Question

Two small balls of the same size, having masses $m_{1}$ and $m_{2}$ $\left(\right.m_{1}>m_{2}\left.\right)$ are tied by a thin weightless thread and dropped from a certain height. Taking the force of buoyancy of air into account, the tension $T$ in the thread during the flight, after the motion of the ball becomes uniform, will be

• A. $\left(\right.m_{1}-m_{2}\left.\right)g$
• B. $\left(\right.m_{1}-m_{2}\left.\right)\frac{g}{2}$
• C. $\left(\right.m_{1}+m_{2}\left.\right)g$
• D. $\left(\right.m_{1}+m_{2}\left.\right)\frac{g}{2}$

Answer 1

Answer: (B)

As both the ball are of same size, force of buoyancy on each is same.
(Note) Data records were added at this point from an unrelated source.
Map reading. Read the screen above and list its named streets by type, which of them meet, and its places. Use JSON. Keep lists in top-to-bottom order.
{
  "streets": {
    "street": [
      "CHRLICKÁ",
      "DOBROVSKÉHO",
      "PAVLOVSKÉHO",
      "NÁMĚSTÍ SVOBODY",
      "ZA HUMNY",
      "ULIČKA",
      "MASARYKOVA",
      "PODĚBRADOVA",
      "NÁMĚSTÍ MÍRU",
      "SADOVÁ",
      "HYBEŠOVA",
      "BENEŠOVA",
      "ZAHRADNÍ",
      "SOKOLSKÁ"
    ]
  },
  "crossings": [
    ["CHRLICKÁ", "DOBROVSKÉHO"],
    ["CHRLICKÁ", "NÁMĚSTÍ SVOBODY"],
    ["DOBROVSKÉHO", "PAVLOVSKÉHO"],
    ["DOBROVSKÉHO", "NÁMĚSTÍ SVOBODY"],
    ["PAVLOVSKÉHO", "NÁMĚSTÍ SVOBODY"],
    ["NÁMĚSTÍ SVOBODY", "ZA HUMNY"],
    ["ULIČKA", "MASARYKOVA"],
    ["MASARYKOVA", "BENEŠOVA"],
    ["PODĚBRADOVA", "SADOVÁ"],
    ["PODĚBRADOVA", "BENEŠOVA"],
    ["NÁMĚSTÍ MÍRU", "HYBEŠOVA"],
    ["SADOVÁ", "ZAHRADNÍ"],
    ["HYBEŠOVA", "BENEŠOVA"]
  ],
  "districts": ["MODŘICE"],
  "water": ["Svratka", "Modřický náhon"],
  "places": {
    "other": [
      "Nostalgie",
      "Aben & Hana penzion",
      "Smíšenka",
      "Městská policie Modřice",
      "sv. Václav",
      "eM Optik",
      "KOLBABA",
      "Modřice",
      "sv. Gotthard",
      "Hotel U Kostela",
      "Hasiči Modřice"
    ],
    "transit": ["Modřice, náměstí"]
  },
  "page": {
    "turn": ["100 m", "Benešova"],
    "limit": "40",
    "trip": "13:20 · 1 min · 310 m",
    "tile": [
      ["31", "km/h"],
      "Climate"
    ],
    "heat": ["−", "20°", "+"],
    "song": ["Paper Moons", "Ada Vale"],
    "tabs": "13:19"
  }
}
Therefore, in equilibrium

$F+F= m _{1} g + m _{2} g$ or $F=\left(m_{1}+m_{2}\right) \frac{ g }{2}$
Considering the equilibrium of lower ball,
$T+F=m_{1} g$
$T=m_{1} g -F$
$T=m_{1} g -\left(m_{1}+m_{2}\right) \frac{ g }{2}$
$T=\left(m_{1}-m_{2}\right) \frac{ g }{2}$